In the course of searching through possibilities, the CSU researchers encountered flexible cyclic olefin polymer-coated silver hollow fiber under development at Tohoku University (Sendai, Japan) for medical and dental applications. For testing to date, they primarily used fibers with an inner diameter of 700 µm and a length of 1 m, coated for optimal transmission at 1064 nm. For benchtop spark-delivery tests, the fundamental 1064 nm beam of a Q-switched Nd:YAG laser with a pulse duration of 8 ns, a repetition rate of 5 Hz, and near-diffraction-limited spatial quality was used to launch the laser light into the fiber through a single lens, and a lens pair was used to focus light exiting the fiber into a small spark-forming spot (see figure).2

The collaborators also successfully tested the system in one cylinder of an in-line six-cylinder Waukesha VGF turbocharged natural-gas engine at the EECL. The remaining cylinders ran with conventional spark ignition. Zero misfires were detected in the laser cylinder, demonstrating 100% reliability in the spark creation and ignition. In addition, the laser-ignited cylinder had the highest average peak pressure and one of the lowest coefficients of variation of peak pressure in the cylinder. The laser-ignited cylinder also reached 10% mass fraction burned at an angular point several degrees before any other cylinder, even though ignition timing was retarded by six degrees relative to the other cylinders3.

Not for cars

The researchers do not envision laser-ignition systems in automotive engines, in which lasers cannot compete with the much lower cost of conventional spark plugs. The focus instead is on large-bore gas engines manufactured by companies such as Caterpillar (Peoria, IL), Cummins (Columbus, IN), and Waukesha Engine Dresser (Waukesha, WI) for applications such as power generation and natural-gas pumping.

By using appropriate lenses to focus the laser beam, the spark can be located at the desired (optimum) location within the engine cylinder.
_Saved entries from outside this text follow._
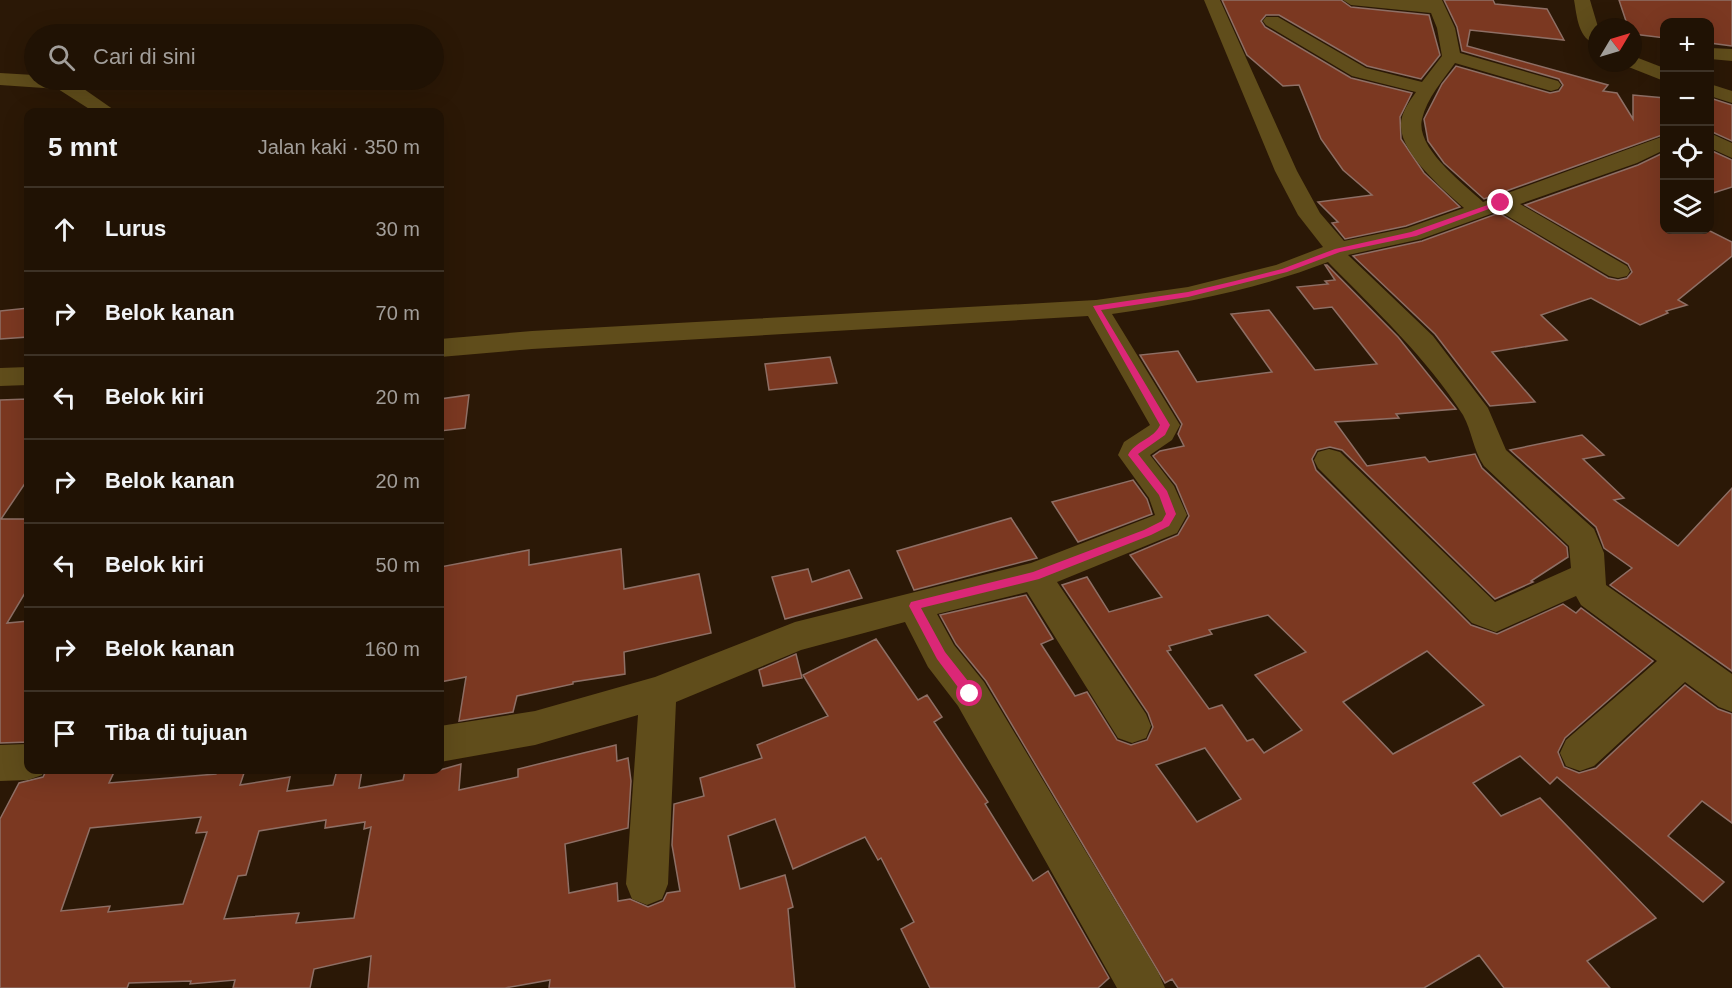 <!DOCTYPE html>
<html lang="id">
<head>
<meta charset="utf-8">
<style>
	body { margin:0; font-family:Arial,sans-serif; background:#281b0e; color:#f1f3f6 }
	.controls { position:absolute; right:18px; top:18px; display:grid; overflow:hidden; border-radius:12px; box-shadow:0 6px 24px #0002 }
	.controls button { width:54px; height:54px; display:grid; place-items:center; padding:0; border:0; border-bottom:2px solid #3d3226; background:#201204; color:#f1f3f6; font:30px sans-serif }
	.compass { position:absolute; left:1588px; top:18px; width:54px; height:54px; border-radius:50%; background:#201204; box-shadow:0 6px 24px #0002; rotate:52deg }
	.stop { position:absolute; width:18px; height:18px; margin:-14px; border:4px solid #db2777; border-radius:50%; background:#fff }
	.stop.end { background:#db2777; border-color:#fff; box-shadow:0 2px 6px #0008 }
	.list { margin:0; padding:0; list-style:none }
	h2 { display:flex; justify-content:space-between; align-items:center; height:78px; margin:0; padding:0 24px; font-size:26px }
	h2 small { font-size:20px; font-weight:400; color:#a29e9a }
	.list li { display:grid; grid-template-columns:39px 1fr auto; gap:18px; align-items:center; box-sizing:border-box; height:84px; padding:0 24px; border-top:2px solid #3d3226 }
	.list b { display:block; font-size:22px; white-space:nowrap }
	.list em { font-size:20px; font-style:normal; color:#a29e9a }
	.icon { flex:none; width:33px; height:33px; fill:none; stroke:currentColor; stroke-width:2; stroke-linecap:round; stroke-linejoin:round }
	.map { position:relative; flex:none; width:1732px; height:988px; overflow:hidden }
	.search { position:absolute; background:#201204; box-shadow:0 6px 24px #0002; left:24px; top:24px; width:420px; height:66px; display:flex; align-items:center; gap:15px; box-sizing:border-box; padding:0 21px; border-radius:33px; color:#a29e9a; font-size:22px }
	.panel { position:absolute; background:#201204; box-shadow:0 6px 24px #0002; left:24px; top:108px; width:420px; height:666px; border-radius:12px }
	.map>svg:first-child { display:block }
	.building { fill:#7b3821; stroke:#8e6f65; stroke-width:1.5; fill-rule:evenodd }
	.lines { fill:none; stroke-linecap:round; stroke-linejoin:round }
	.minor { fill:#604d1b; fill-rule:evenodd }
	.route { fill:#db2777 }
</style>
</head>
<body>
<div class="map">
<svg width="1732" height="988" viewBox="0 0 1732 988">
	<rect width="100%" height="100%" fill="#2b1806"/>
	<g class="building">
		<polygon points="1222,0 1341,0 1351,7 1429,15 1440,55 1421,79 1367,66 1279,15 1266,15 1261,21 1265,27 1351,78 1412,93 1400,117 1401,139 1424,173 1460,207 1406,226 1345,239 1332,223 1338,222 1318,202 1372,195 1343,170 1321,139 1299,85 1283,86 1247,55"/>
		<polygon points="1444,0 1493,0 1495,4 1547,9 1564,40 1470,30 1467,46 1608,85 1603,91 1617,93 1633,119 1633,95 1665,98 1665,134 1484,199 1444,163 1428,141 1424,119 1442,84 1456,66 1550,93 1559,91 1563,85 1559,79 1462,51 1457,27"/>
		<polygon points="1619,0 1732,0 1732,46 1710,43 1710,22 1665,22 1665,38 1633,34 1633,27 1628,27"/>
		<polygon points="1710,98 1732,105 1732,141 1710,131"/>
		<polygon points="1710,150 1732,160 1732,187 1710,194"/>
		<polygon points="1665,152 1665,230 1708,230 1732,242 1732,256 1678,300 1687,305 1666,311 1668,313 1640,325 1591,298 1541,315 1567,340 1492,352 1535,402 1490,406 1435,334 1353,256 1422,241 1499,213 1608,278 1618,280 1627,278 1632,272 1628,264 1525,205 1638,165"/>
		<path d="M1325,265H1327L1398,337L1456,409L1396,414L1399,418L1335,422L1367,466L1425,457L1429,462L1475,454L1482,468L1567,547L1568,557L1531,581L1533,582L1495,599L1342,450L1330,447L1317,450L1312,459L1316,470L1471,625L1497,634L1563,604L1576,613L1581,608L1653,661L1565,738L1558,752L1564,767L1579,773L1596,768L1685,685L1718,709L1732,714V823L1702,801L1668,836L1724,882L1703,902L1557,777L1550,784L1520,756L1473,783L1501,816L1540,798L1656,918L1587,961L1610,988H1504L1479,955L1424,988H1178L1172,979L1165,983L986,681L956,644L940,615L1026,595L1053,639L1041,644L1075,696L1087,692L1117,740L1131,745L1147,740L1153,727L1148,713L1062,585L1087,577L1109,612L1162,597L1130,555L1178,535L1189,516L1176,485L1153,456L1160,451L1184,446L1178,434L1182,424L1140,355L1178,351L1197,382L1272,372L1231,314L1269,310L1315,370L1377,364L1332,307L1314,309L1297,287L1328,284L1325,281L1335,280ZM1268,615L1306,652L1255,675L1302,730L1264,753L1253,739L1247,741L1222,705L1209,709L1167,651L1171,650L1169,646L1212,634L1209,630ZM1427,651L1484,705L1393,754L1343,702ZM1205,748L1241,799L1197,822L1156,765Z"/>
		<polygon points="28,308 28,337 0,339 0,311"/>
		<polygon points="830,357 837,383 769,390 765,364"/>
		<polygon points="469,395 465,428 440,431 440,399"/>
		<polygon points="28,399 28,479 1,519 28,519 28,588 7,623 28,621 28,742 0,743 0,400"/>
		<polygon points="1582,435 1604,455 1583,459 1624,498 1614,500 1678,546 1732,488 1732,671 1610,585 1632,568 1604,548 1596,527 1510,450"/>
		<polygon points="1133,480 1147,499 1152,514 1078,542 1052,502"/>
		<polygon points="1011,518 1037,558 914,590 897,551"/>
		<polygon points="621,549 624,589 699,574 711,633 624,652 625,674 573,682 573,684 517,696 513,712 459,721 466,677 440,682 440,567 529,550 529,565"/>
		<polygon points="808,569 812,582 849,570 862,598 785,619 772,577"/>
		<path d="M876,639L918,700L927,695L942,717L934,722L988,802L985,804L1033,881L1048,871L1109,978L1098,988H930L901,929L914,922L881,858L878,860L865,837L793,869L775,819L728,836L740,889L785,875L793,907L788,909L795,988H549L550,980L505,988H368L371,956L314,969L310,988H233L235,980L190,984L191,981L129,983L127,988H0V819L19,783L43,777L45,773L83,770H115L109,783L216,774L218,770H245L240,785L290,777L287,791L333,785L337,770H362L359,788L403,780L405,771L440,770L461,764L459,790L518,777V769L616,745L617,761L628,758L631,781L628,828L565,844L569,893L617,883L618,901L630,899L648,907L663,901L667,893L680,891L672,845L674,804L704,796L700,778L762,758L757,745L828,716L803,675ZM201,817L196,833L207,832L183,904L108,912L110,906L61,911L90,828ZM326,820L325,828L365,822L364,829L371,827L354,918L296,923L299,913L224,919L238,876L246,875L259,831Z"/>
		<polygon points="796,654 802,678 763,686 759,670"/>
	</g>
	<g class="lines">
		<g class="minor">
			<path d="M1204,0H1220L1297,171L1320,213L1344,241L1407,228L1464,208C1444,190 1402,155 1401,127C1400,114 1409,102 1416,92L1352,76L1266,25L1263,21L1266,17H1278L1366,68L1422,82L1442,56L1437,28L1431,13L1351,5L1343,0H1442L1455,28L1460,53L1558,81L1561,85L1558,89L1551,91L1455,63C1443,80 1427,98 1422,119C1415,148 1464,184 1483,202L1664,136V150L1637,163L1520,204L1627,266L1630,271L1627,276L1618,278L1609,276L1499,211L1421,239L1348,255L1433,336L1488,408L1506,450L1594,529L1604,553L1606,585L1732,674V712L1719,707L1685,682L1594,766L1580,771L1566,766L1560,753L1566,740L1657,661L1581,605L1576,596L1496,632L1472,623L1318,468L1314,460L1318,452L1329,449L1340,452L1495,602L1571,568L1569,546L1484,466C1473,450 1472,431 1463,415C1426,357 1376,311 1328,262C1258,289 1186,303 1112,314L1180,425L1172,440L1150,455L1174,486L1187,515L1177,533L1057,582L1146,714L1151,726L1146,738L1132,743L1118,738L1027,592L937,614L954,645L984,682L1158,972L1165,988H1117L958,706L928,667L905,622L801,650L676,702L668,884L662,899L647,905L632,899L626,884L638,715L535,745L440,762V726L535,711L655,677L795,622L1031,563L1155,515L1149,498L1118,455L1124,442L1150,425L1088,316L532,349L440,357V339L532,331L1096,300L1188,287L1276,265L1323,247L1298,215L1275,171Z"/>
			<path d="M1574,0H1590L1598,27L1597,44C1578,40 1577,16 1574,0Z"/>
			<polygon points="1710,48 1732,49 1732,61 1710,59"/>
			<polygon points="1633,56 1664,68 1664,81 1626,66 1624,63 1633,63"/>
			<polygon points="0,73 34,75 34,80 71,80 117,112 94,112 58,89 0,85"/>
			<polygon points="1710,84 1732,91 1732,103 1710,96"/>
			<polygon points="1710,133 1732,143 1732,158 1710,148"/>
			<polygon points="28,367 28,385 0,386 0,368"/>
			<polygon points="28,744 28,770 44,770 42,775 28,780 0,781 0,745"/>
		</g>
	</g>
	<path class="route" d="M1499,201L1505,203L1416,236L1340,252L1287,272L1188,297L1101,310L1170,425L1165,435L1138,454L1167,491L1176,514L1169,526L1151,535L1039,579L921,608L945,652L975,690V698H966L937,659L909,606L911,602L1033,572L1144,530L1162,521L1166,514L1159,495L1128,455C1135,441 1154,439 1160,425L1093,306L1188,292L1235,281L1282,269L1335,249L1411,232Z"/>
</svg>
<div class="controls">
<button>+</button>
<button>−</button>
<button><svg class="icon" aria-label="locate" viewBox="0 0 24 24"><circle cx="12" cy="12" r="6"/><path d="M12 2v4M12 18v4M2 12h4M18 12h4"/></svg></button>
<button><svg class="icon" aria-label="layers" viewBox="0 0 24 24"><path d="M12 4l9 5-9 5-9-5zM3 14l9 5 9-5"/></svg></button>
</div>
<svg class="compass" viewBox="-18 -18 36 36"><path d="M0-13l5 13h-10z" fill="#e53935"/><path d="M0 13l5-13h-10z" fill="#a29e9a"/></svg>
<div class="stop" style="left:970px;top:694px"></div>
<div class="stop end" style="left:1501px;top:203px"></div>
<div class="search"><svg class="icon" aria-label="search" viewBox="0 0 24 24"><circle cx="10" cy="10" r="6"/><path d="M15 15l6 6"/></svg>Cari di sini</div>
<section class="panel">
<h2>5 mnt<small>Jalan kaki · 350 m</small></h2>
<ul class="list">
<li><svg class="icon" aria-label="ahead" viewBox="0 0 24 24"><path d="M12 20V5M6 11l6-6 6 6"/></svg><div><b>Lurus</b></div><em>30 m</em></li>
<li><svg class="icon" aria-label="right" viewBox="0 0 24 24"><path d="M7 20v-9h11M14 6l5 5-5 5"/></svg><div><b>Belok kanan</b></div><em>70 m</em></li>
<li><svg class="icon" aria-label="left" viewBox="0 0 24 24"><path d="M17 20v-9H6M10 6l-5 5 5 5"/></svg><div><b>Belok kiri</b></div><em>20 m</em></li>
<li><svg class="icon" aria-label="right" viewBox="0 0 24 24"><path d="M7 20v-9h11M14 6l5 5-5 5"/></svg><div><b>Belok kanan</b></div><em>20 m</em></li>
<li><svg class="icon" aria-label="left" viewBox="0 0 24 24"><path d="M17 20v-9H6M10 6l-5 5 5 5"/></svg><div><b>Belok kiri</b></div><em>50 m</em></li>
<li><svg class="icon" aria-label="right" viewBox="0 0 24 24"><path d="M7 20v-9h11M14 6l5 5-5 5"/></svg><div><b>Belok kanan</b></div><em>160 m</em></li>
<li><svg class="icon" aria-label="arrive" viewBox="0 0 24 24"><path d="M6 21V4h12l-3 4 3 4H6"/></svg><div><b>Tiba di tujuan</b></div></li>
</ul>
</section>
</div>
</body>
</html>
Additionally, at the high in-cylinder pressures at which these engines operate, laser sparks actually become easier to produce, while conventional spark-plug performance is limited by factors such as dielectric breakdown. Laser ignition can also extend the lean limit of the combustion process to nearer the flammability limit for a minimum fuel-air mixture.

The primary focus for the CSU team is to move the work from a research environment to a commercial system. Current efforts include extending the work to multiple cylinders, investigating alternative fiber methods such as photonic-crystal fibers and fiber lasers, and investigating the possibility of analyzing light returning along the same fiber to provide real-time diagnostic information on the combustion process.

Argonne National Laboratory (Argonne, IL) and the National Energy Technology Laboratory are also pursuing related research.

Hassaun A. Jones-Bey

REFERENCES

1. U. S. Patent Application 20060055925, March 16, 2006.

2. A. P. Yalin et al., Optics Lett. 30(16) 2083 (Aug. 15, 2005).

3. A. P. Yalin et al., Proc. ICEF 2005-2336, ASME Internal Combustion Engine Division 2005 Fall Technical Conference, Sept. 11-14, 2005, Ottawa, Canada.